The Person of Christ...Continued from page 5

Benjamin B. Warfield

The completeness of Our Lord's assumption of humanity and of His identification of Himself with it receives strong emphasis in this passage. He took part in the flesh and blood which is the common heritage of men, after the same fashion that other men participate in it (ii. 14); and, having thus become a man among men, He shared with other men the ordinary circumstances and fortunes of life, "in all things" (ii. 17). The stress is laid on trials, sufferings, death; but this is due to the actual course in which His life ran - and that it might run in which He became man - and is not exclusive of other human experiences. What is intended is that He became truly a man, and lived a truly human life, subject to all the experiences natural to a man in the particular circumstances in which He lived.

It is, not implied, however, that during this human life - "the days of his flesh" (v. 7) - He had ceased to be God, or to have at His disposal the attributes which belonged to Him as God. That is already excluded by the representations of chap. i. The glory of this dispensation consists precisely in the bringing of its revelations directly by the Divine Son rather than by mere prophets (i. 1), and it was as the effulgence of God's glory and the express image of His substance, upholding the universe by the word of His power, that this Son made purification of sins (i. 3). Indeed, we are expressly told that even in the days of the flesh, He continued still a Son (v. 8), and that it was precisely in this that the wonder lay: that though He was and remained (imperfect participle) a Son, He yet learned the obedience He had set Himself to (cf. Phil. ii. 8) by the things which He suffered. Similarly, we are told not only that, though an Israelite of the tribe of Judah, He possessed "the power of an indissoluble life" (vii. 16 m.), but, describing that higher nature which gave Him this power as an "eternal Spirit" (cf. "spirit of holiness," Rom. i. 4), that it was through this eternal Spirit that He could offer Himself without blemish unto God, a real and sufficing sacrifice, in contrast with the shadows of the Old Covenant (ix. 14). Though a man, therefore, and truly man, sprung out of Judah (vii. 14), touched with the feeling of human infirmities (iv. 15), and tempted like as we are, He was not altogether like other men. For one thing, He was "without sin" (iv. 15; vii, 26), and, by this characteristic, He was, in every sense of the words, separated from sinners. Despite the completeness of His identification with men, He remained, therefore, even in the days of His flesh different from them and above them.

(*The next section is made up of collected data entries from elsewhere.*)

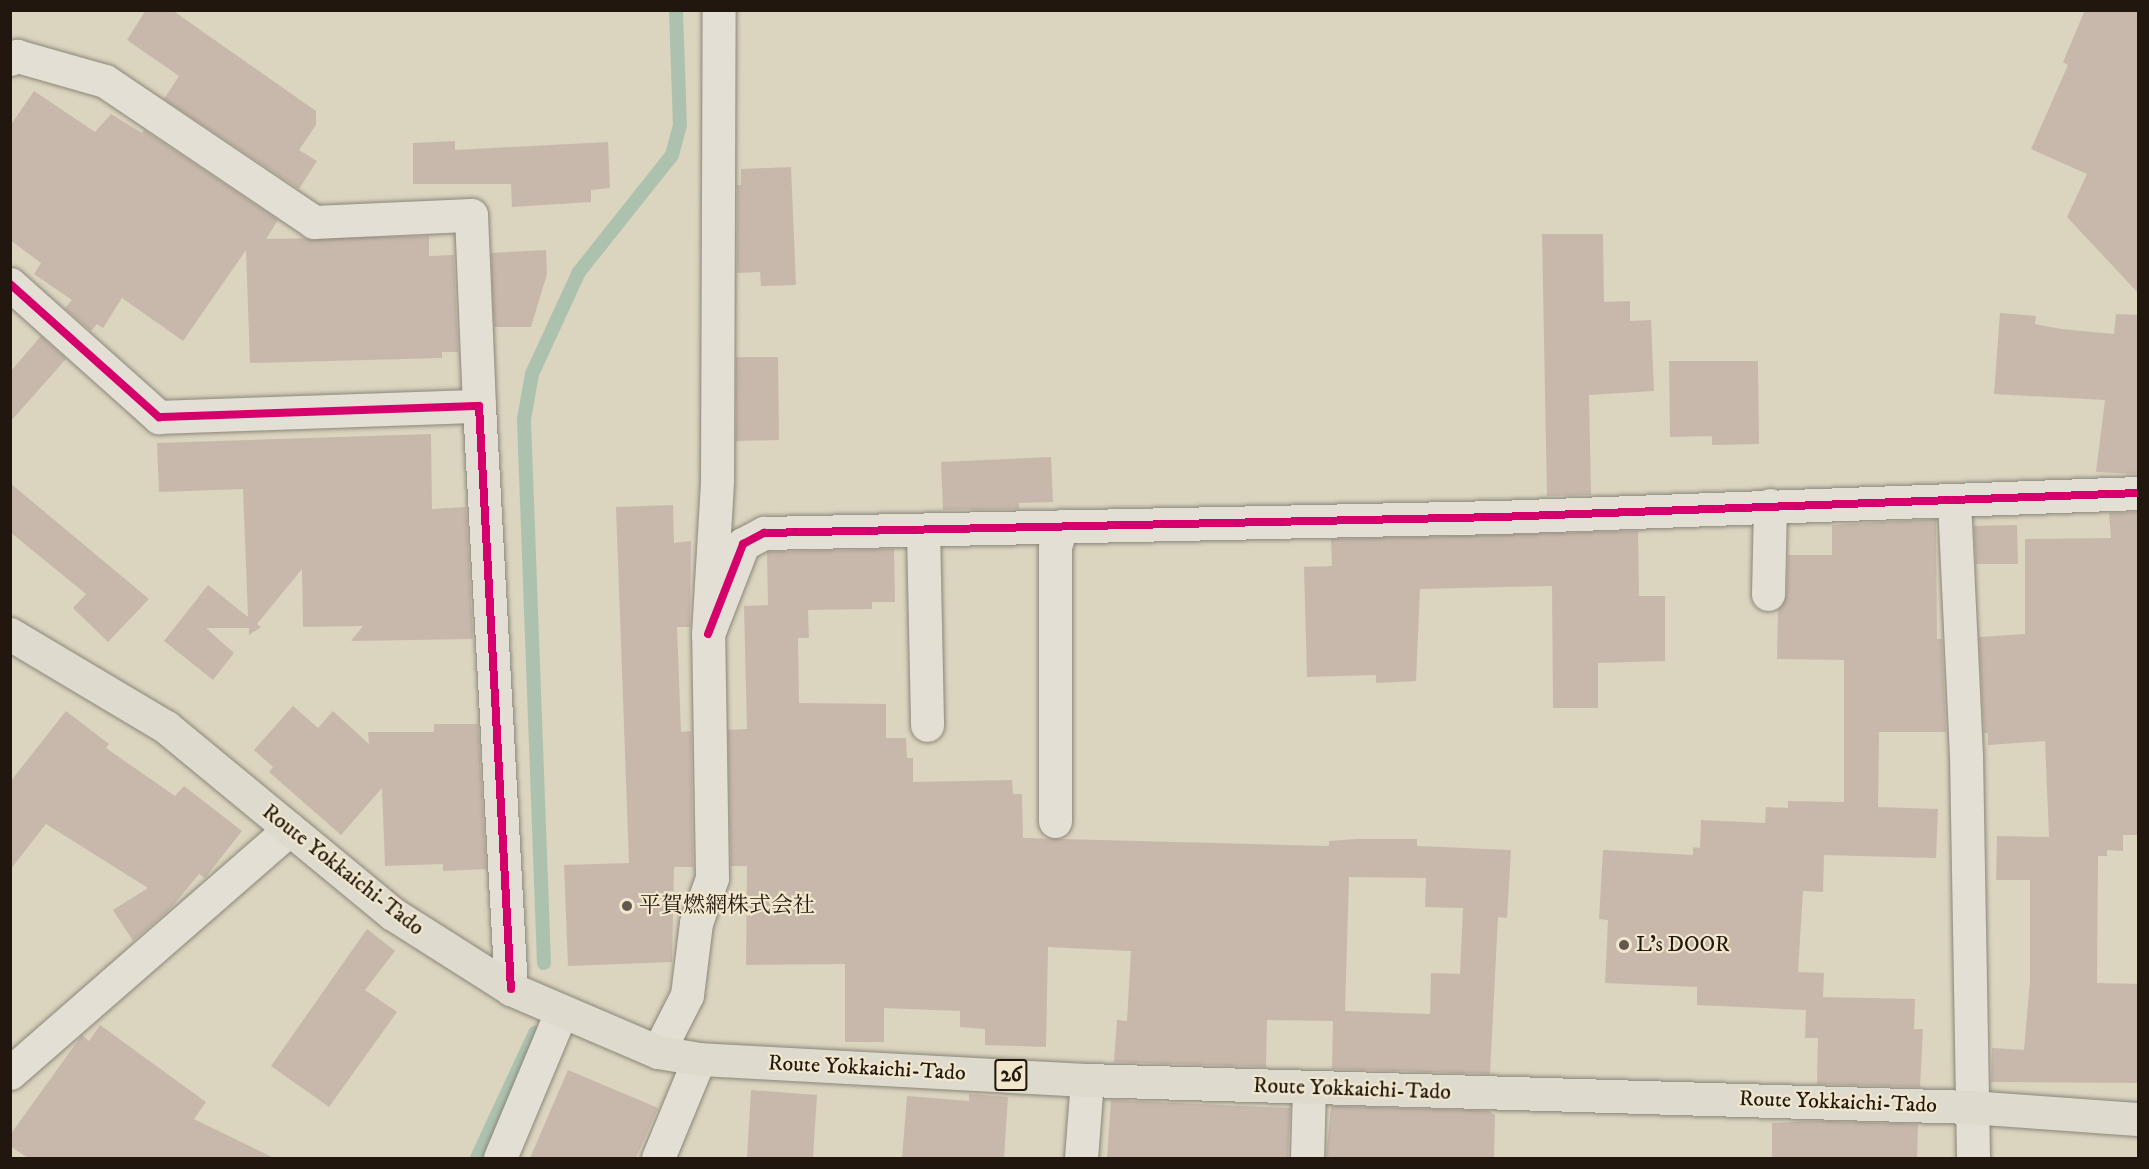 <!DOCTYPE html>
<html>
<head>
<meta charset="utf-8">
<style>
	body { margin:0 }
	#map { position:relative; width:2149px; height:1169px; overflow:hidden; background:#dbd4bf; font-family:"IM FELL DW Pica","Noto Serif JP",serif }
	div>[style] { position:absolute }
	.stream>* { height:14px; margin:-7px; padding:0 7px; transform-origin:7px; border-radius:7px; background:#acc2af }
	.building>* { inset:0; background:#c8b8ac }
	.roads { filter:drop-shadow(0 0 2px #8b8679) drop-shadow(0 0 2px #8b8679) }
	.minor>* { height:33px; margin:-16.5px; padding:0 16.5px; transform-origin:16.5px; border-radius:16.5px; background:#e4dfd4 }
	.major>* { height:33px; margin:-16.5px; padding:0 16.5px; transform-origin:16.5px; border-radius:16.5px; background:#dedacd }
	.cycleway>* { height:8px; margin:-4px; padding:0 4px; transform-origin:4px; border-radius:4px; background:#d6006c }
	.dots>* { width:16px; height:16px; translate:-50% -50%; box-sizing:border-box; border:3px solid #f0e7cd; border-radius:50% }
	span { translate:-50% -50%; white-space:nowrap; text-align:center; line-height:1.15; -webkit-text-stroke:4.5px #f0e7cd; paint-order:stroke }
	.shield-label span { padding:2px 4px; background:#f0e7cd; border:2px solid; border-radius:4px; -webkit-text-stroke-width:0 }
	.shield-label { font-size:21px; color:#21170e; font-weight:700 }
	.street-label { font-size:22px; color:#21170e }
	.poi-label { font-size:22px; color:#21170e }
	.left { translate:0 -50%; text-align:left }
	.frame { position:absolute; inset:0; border:12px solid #21170e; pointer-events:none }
</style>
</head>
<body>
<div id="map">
	<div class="stream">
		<i style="left:544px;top:963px;width:544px;rotate:-92.11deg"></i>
		<i style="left:524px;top:419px;width:46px;rotate:-79.9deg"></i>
		<i style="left:532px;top:374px;width:112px;rotate:-65.3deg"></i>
		<i style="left:579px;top:272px;width:149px;rotate:-51.5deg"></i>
		<i style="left:672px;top:155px;width:30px;rotate:-75deg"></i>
		<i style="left:680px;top:126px;width:116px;rotate:-92deg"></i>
		<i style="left:477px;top:1158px;width:138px;rotate:-65.1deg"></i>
	</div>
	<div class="building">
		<i style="clip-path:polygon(146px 10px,172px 10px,316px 111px,316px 125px,299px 150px,317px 161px,299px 189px,164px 99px,179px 76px,127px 40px)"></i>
		<i style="clip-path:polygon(2085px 10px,2139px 10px,2139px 294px,2067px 217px,2087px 174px,2031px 149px,2068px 65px,2063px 62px)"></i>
		<i style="clip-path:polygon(34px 91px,95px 132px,111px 114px,142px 133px,144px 130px,278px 220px,266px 239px,429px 236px,429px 256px,454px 255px,458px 352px,442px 352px,442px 358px,250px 363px,246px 250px,183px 341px,122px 298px,103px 328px,97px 324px,91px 331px,65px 308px,72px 300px,34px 274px,41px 263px,10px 240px,10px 126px)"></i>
		<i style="clip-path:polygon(455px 141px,455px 150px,608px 142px,610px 188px,591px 190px,591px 202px,512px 207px,511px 184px,413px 184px,413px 143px)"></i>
		<i style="clip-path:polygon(791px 167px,796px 285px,761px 286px,760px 272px,737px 273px,737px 185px,741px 185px,741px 169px)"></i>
		<i style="clip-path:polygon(1542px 234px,1603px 234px,1604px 302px,1630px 301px,1630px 321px,1651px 320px,1654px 391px,1589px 395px,1591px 495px,1547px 496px)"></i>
		<i style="clip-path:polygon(546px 250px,547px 274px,531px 327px,494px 327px,491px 253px)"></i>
		<i style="clip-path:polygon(2000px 313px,2036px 316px,2035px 324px,2061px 329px,2114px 334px,2116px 314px,2139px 315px,2139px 474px,2096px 472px,2105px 400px,1994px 394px)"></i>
		<i style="clip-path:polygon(41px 336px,66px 359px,10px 422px,10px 372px)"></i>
		<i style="clip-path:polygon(736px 357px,778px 357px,779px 440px,736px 441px)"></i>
		<i style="clip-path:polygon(1669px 361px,1758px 361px,1759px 444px,1712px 445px,1712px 436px,1670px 437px)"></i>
		<i style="clip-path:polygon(431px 434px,432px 509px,466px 507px,473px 639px,351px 641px,363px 626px,303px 627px,302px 569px,257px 624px,261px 627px,249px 635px,249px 628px,206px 628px,234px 653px,213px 680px,164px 641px,208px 585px,248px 617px,243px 489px,159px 492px,157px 443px)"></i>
		<i style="clip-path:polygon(1051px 457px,1053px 502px,1019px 503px,1019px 509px,943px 510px,941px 462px)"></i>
		<i style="clip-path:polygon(10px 483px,149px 599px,108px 642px,73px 608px,86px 594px,10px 532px)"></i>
		<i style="clip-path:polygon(673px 505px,674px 543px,691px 541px,690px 627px,677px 627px,681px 732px,691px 731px,693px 867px,674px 867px,672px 962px,568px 966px,564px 865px,629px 863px,616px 507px)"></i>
		<i style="clip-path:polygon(2139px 512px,2139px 835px,2123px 835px,2123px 851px,2107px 850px,2107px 856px,2098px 856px,2097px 983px,2139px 984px,2139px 1083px,1991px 1082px,1992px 1048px,2024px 1050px,2030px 981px,2030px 880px,1996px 880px,1997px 836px,2049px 837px,2045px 741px,1988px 745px,1988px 733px,1984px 733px,1979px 637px,2025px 634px,2025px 539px,2111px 538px,2109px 513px)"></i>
		<i style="clip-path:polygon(1936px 519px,1937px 639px,1942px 639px,1946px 732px,1879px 732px,1878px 807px,1938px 809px,1936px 858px,1824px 855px,1823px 892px,1803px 891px,1798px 972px,1824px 973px,1823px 997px,1915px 999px,1914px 1029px,1923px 1029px,1920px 1087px,1817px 1084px,1818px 1038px,1805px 1038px,1806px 1010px,1697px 1005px,1697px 987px,1605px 983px,1608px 920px,1599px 919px,1603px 850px,1693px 855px,1693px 847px,1700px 848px,1701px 820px,1765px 823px,1766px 807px,1788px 808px,1788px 801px,1844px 802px,1844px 660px,1777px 659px,1778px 609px,1787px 595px,1788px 555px,1832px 555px,1832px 525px)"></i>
		<i style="clip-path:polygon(2017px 525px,2018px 564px,1976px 564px,1974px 526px)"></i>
		<i style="clip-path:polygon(1638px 531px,1639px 596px,1665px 596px,1665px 661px,1598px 663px,1598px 708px,1553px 708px,1552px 586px,1420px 589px,1416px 681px,1376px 683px,1376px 675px,1307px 677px,1304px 567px,1332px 566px,1331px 539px)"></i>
		<i style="clip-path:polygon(evenodd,894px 549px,895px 602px,872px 602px,872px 609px,808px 610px,809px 638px,798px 638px,799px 703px,886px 704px,886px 738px,906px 738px,907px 758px,913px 758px,913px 782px,1012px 780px,1013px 794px,1022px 794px,1023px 838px,1329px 846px,1329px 841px,1357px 839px,1417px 839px,1417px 846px,1511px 850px,1507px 918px,1498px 917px,1490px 1074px,1332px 1069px,1333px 1021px,1267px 1020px,1266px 1067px,1114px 1062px,1117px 1020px,1127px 1021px,1131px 951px,1048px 947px,1046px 1047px,985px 1045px,985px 1029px,960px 1027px,960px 1011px,884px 1008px,884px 1042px,845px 1042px,845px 964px,746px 965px,747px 866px,731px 866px,728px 730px,747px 729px,744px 606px,768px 605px,767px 552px,894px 549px,1349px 877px,1426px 878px,1425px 907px,1463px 908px,1460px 974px,1431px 973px,1430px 1014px,1345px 1011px,1349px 877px)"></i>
		<i style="clip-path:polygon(293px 706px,318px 728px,333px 711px,369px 744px,368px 732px,434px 732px,434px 724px,478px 724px,486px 869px,443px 871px,443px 864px,385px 866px,382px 788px,341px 835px,269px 772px,273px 767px,254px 750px)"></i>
		<i style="clip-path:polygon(66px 711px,109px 744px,106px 748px,175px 796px,184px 786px,242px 831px,205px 878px,199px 874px,171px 908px,133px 941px,113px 910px,148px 888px,46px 824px,10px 870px,10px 782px)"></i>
		<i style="clip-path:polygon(367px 929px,395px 951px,365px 990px,397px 1012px,329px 1107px,271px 1066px)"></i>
		<i style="clip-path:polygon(100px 1025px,206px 1102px,194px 1119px,274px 1158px,28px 1158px,10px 1146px,10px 1135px,82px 1035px,89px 1041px)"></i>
		<i style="clip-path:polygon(568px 1070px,658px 1108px,636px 1158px,530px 1158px)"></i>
		<i style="clip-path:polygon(751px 1090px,817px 1095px,813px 1158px,747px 1158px)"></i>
		<i style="clip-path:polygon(969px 1094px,1008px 1097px,1004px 1158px,902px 1158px,907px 1096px,969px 1101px)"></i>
		<i style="clip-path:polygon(1111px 1100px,1290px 1108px,1288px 1158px,1107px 1158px)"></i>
		<i style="clip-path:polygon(1331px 1106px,1489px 1111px,1495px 1115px,1494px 1158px,1326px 1158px)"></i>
		<i style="clip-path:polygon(1816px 1121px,1918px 1124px,1917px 1158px,1772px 1158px,1772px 1123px)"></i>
	</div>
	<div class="roads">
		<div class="minor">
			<i style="left:10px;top:59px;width:8px;rotate:-23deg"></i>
			<i style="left:17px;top:56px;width:91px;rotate:15.9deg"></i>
			<i style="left:105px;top:81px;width:252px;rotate:34deg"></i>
			<i style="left:314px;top:222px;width:157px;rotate:-2.6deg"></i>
			<i style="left:471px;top:215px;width:191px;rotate:87.6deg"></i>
			<i style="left:10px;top:284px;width:200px;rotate:41.8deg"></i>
			<i style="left:159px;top:417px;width:320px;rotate:-2deg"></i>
			<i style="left:479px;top:406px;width:584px;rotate:86.86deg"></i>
			<i style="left:1954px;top:501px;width:254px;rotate:87.3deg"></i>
			<i style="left:1966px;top:755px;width:403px;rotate:89deg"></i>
			<i style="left:923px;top:530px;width:195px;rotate:88.8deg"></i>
			<i style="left:1768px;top:594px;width:89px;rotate:-88.7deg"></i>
			<i style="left:708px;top:634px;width:97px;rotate:-68.7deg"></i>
			<i style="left:743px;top:544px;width:24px;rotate:-28deg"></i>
			<i style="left:764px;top:533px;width:735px;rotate:-1.25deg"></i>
			<i style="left:1499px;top:517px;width:639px;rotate:-2.15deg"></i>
			<i style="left:1055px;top:821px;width:274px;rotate:-90deg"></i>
			<i style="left:1055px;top:547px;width:22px;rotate:-74deg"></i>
			<i style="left:658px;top:1052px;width:64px;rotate:-63deg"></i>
			<i style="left:687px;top:995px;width:73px;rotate:-82.9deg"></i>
			<i style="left:696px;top:923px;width:48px;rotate:-70.4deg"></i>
			<i style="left:712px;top:878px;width:244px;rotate:-90.9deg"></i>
			<i style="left:708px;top:634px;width:153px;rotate:-86.6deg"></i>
			<i style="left:717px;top:481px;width:471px;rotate:-89.8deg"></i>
			<i style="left:10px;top:1073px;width:371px;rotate:-41.1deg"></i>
			<i style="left:500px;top:1158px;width:158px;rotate:-67.3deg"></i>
			<i style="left:658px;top:1158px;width:107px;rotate:-67.5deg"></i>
			<i style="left:1081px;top:1158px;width:78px;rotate:-85.6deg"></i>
			<i style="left:1307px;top:1158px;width:70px;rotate:-88.4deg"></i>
		</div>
		<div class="major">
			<i style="left:10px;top:634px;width:182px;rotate:30.8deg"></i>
			<i style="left:166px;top:727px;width:294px;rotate:39.5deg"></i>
			<i style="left:393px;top:914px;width:140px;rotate:32.4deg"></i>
			<i style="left:511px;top:989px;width:160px;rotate:23.2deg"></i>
			<i style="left:658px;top:1052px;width:42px;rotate:9.7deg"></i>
			<i style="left:699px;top:1059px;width:389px;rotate:3.1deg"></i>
			<i style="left:1087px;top:1080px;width:882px;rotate:1.75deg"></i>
			<i style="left:1969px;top:1107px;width:169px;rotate:4.1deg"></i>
		</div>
	</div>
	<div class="cycleway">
		<i style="left:10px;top:284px;width:200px;rotate:41.8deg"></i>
		<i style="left:159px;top:417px;width:320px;rotate:-2deg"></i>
		<i style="left:479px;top:406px;width:584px;rotate:86.86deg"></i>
		<i style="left:708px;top:634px;width:97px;rotate:-68.7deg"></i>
		<i style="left:743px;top:544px;width:24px;rotate:-28deg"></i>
		<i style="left:764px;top:533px;width:735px;rotate:-1.25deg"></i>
		<i style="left:1499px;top:517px;width:639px;rotate:-2.15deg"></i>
	</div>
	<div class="dots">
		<i style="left:627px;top:906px;background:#62594c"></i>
		<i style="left:1624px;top:945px;background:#62594c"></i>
	</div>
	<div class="shield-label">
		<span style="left:1011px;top:1075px">26</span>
	</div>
	<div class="street-label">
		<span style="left:343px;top:870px;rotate:38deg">Route Yokkaichi-Tado</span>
		<span style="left:867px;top:1068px;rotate:3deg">Route Yokkaichi-Tado</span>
		<span style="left:1352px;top:1089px;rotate:2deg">Route Yokkaichi-Tado</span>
		<span style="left:1838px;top:1102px;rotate:2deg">Route Yokkaichi-Tado</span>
	</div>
	<div class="poi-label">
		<span class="left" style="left:639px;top:906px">平賀燃網株式会社</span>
		<span class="left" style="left:1636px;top:945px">L's DOOR</span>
	</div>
	<div class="frame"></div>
</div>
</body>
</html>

III. TEACHING OF OTHER EPISTLES

It is only as we carry this conception of the person of Our Lord with us - the conception of Him as at once our Supreme Lord, to whom our adoration is due, and our fellow in the experiences of a human life - that unity is induced in the multiform allusions to Him throughout, whether the Epistles of Paul or the Epistle to the Hebrews, or, indeed, the other epistolary literature of the New Testament. For in this matter there is no difference between those and these. There are no doubt a few passages in these other letters in which a plurality of the elements of the person of Christ are brought together and given detailed mention. In I Pet. iii. 18, for instance, the two constitutive elements of His person are spoken of in the contrast, familiar from Paul, of the "flesh" and the "spirit." But ordinarily we meet only with references to this or that element separately. Everywhere Our Lord is spoken of as having lived out His life as a man; but everywhere also He is spoken of with the supreme reverence which is due to God alone, and the very name of God is not withheld from Him. In I Pet. i. 11 His preëxistence is taken for granted; in Jas. ii. 1 He is identified with the Shekinah, the manifested Jehovah - 'our Lord Jesus Christ, the Glory'; in Jude verse 4 He is "our only Master [Despot] and Lord"; over and over again He is the Divine Lord who is Jehovah (e. g., I Pet. ii. 3, 13; II Pet. iii. 2, 18); in II Pet. i. 1, He is roundly called "our God and Saviour." There is nowhere formal inculcation of the entire doctrine of the person of Christ. But everywhere its elements, now one and now another, are presupposed as the common property of writer and readers. It is only in the Epistles of John that this easy and unstudied presupposition of them gives way to pointed insistence upon them.